Filter the records for lines holding the string "inset".
■ ■ ■ ■ ■
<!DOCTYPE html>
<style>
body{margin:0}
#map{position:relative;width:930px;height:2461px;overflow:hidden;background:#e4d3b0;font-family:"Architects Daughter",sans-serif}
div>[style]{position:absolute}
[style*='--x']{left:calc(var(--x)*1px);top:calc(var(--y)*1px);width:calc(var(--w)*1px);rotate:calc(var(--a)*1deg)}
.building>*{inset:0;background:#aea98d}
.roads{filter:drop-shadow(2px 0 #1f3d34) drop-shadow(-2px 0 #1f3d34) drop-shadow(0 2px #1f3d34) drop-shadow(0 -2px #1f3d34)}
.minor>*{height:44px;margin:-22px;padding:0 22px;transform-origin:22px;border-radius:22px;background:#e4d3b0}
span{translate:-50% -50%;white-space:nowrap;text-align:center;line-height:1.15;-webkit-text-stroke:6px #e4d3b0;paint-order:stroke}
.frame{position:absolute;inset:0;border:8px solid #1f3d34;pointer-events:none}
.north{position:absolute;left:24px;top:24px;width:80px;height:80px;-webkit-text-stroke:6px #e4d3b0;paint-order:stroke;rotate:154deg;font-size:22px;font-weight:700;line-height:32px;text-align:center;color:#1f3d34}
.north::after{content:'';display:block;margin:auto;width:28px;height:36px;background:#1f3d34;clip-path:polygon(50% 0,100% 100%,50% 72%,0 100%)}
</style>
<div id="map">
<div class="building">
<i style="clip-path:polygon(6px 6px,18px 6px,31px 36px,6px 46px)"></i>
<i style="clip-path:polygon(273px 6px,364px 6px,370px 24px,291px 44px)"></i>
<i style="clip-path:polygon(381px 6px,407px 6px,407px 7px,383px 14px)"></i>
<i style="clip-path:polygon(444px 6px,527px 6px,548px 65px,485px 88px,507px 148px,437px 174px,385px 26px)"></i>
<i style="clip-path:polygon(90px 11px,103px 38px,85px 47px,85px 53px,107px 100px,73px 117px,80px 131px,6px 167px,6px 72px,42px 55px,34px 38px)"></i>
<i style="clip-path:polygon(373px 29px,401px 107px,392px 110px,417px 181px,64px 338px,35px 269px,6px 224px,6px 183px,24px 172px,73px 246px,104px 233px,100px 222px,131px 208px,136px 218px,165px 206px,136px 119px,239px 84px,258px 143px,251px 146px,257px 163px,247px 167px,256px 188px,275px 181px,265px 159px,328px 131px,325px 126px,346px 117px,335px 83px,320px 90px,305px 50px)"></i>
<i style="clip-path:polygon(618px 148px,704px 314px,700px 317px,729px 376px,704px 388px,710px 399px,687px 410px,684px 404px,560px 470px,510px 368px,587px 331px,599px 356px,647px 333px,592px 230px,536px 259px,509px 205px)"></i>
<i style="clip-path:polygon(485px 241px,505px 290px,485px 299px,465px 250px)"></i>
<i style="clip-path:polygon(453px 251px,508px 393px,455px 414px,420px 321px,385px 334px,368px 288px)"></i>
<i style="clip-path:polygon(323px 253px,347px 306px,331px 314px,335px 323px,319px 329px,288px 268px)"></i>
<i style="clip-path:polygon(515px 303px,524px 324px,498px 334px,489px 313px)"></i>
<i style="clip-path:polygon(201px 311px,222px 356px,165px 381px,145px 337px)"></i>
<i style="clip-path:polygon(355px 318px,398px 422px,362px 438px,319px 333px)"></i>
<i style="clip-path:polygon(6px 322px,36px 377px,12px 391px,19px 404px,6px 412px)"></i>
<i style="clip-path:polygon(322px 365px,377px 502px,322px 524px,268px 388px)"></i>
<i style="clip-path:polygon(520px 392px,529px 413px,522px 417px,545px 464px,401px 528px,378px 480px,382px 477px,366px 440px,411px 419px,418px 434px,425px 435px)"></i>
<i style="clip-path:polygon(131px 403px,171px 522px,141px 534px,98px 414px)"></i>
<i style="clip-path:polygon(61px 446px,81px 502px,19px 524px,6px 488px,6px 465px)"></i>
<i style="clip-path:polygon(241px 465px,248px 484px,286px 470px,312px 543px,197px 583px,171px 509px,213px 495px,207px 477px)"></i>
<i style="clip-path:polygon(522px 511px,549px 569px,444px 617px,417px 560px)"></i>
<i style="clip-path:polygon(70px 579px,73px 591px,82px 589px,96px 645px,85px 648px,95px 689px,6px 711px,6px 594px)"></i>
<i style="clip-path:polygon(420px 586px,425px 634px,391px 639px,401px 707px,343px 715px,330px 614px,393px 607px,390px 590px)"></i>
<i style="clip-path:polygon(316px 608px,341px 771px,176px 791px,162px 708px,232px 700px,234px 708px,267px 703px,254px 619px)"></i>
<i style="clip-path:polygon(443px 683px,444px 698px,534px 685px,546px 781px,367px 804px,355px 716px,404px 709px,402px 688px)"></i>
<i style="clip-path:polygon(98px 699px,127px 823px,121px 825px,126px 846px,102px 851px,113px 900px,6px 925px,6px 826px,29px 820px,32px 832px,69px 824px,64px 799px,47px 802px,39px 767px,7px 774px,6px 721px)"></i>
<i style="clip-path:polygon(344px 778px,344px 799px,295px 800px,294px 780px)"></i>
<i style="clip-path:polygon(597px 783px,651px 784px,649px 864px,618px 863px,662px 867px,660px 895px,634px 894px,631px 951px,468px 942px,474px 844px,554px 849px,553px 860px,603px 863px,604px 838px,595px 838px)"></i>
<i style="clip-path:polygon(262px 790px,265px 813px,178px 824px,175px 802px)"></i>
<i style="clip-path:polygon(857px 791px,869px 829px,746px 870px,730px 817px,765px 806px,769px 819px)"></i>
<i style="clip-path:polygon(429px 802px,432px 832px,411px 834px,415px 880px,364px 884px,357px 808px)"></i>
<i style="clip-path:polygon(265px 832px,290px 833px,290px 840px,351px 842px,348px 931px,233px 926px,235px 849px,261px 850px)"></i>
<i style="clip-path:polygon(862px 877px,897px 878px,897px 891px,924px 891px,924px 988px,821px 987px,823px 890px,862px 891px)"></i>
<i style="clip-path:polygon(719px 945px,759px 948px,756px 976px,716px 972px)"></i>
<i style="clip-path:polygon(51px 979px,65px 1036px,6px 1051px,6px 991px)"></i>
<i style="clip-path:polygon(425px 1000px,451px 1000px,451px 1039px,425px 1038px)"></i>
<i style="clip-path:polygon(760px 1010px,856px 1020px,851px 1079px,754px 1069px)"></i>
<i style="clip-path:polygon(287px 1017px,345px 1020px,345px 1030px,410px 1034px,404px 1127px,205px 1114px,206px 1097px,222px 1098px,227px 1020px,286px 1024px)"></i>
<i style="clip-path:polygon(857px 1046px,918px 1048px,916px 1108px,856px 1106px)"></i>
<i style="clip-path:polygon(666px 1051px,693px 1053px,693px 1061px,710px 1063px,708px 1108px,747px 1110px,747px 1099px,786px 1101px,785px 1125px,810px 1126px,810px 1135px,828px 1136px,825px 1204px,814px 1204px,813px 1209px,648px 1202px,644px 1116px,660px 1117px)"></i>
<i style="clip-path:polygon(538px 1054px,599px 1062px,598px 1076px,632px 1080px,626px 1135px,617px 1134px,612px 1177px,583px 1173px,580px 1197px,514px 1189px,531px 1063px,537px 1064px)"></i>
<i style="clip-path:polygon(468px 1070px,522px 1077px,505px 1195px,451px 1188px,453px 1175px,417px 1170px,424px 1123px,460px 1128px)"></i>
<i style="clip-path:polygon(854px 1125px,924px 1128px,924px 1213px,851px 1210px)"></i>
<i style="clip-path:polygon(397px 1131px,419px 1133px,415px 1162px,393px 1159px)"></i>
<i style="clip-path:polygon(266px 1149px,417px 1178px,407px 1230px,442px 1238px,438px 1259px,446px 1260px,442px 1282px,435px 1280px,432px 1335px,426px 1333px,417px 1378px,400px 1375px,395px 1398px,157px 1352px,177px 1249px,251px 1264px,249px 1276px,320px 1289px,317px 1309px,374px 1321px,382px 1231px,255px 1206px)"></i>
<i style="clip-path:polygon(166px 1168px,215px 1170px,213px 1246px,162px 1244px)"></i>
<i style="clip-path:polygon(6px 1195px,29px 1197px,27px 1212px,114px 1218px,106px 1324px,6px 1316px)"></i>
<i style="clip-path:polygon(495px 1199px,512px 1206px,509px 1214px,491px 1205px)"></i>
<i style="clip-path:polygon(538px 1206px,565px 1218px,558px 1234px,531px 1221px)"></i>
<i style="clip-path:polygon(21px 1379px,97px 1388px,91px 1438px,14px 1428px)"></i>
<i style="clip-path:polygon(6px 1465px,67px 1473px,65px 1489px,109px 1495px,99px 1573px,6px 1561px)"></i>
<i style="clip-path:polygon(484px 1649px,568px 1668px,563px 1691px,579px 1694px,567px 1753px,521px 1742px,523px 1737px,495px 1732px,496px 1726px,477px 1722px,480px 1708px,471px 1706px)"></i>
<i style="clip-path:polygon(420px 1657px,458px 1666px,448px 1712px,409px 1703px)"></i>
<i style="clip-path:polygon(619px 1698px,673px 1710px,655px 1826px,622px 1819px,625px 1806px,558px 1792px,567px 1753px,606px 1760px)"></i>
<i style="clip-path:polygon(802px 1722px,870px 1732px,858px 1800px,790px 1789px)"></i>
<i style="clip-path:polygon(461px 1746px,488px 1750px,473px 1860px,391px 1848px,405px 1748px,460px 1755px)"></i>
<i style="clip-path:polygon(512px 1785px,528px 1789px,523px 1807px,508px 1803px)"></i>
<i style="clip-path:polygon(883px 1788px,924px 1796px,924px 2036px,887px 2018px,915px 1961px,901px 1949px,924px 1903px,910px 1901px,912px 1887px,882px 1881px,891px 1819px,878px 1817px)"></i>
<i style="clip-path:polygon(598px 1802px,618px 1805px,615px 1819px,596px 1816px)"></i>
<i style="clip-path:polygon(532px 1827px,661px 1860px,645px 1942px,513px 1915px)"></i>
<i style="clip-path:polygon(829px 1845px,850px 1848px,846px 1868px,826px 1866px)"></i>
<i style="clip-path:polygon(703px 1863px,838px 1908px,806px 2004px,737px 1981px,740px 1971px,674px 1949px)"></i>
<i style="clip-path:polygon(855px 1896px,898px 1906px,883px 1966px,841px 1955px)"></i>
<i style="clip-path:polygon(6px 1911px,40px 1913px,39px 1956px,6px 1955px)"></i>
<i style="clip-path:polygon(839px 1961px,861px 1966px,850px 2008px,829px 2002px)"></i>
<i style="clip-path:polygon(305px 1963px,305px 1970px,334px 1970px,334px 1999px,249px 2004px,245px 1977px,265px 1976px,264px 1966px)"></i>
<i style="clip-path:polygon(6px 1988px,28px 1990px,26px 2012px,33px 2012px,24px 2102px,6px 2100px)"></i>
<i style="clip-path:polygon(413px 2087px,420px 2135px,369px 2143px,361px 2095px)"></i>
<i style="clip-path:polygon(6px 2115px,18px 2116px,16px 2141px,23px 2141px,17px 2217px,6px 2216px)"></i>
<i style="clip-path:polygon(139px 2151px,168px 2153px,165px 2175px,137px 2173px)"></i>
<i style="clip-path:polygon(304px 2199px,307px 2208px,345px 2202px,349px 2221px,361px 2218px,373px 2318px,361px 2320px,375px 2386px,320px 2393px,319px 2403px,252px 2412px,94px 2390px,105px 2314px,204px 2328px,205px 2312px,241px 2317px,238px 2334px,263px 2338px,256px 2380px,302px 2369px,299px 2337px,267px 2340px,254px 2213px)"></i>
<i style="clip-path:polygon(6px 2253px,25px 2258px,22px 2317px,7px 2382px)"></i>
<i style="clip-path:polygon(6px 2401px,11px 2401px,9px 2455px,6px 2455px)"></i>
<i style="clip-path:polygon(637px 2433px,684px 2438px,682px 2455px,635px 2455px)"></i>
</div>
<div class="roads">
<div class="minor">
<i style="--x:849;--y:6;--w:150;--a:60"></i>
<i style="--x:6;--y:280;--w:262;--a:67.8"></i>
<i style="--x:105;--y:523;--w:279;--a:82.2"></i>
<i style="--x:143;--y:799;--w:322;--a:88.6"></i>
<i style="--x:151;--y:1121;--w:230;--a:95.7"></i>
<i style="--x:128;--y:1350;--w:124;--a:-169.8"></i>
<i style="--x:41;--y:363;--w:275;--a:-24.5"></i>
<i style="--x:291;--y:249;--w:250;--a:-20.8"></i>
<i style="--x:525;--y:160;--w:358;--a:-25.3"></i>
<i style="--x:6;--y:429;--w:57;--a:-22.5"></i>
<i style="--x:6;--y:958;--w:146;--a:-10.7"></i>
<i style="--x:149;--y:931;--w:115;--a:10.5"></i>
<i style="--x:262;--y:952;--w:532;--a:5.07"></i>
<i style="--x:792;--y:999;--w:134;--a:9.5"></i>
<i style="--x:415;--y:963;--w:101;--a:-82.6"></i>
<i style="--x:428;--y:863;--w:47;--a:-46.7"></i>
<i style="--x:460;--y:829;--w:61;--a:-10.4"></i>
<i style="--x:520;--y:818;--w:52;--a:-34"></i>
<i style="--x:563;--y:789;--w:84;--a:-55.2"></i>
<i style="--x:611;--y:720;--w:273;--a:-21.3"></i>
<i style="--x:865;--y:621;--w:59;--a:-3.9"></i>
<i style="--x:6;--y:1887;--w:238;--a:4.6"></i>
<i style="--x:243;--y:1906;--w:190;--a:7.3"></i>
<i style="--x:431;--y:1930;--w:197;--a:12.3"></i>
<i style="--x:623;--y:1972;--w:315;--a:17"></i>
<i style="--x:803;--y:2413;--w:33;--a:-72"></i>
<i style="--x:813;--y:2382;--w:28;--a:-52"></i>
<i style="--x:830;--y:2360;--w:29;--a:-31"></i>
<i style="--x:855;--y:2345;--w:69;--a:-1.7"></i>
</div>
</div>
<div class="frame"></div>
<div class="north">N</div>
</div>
■ ■ ■ ■ ■
Response:
.building>*{inset:0;background:#aea98d}
.frame{position:absolute;inset:0;border:8px solid #1f3d34;pointer-events:none}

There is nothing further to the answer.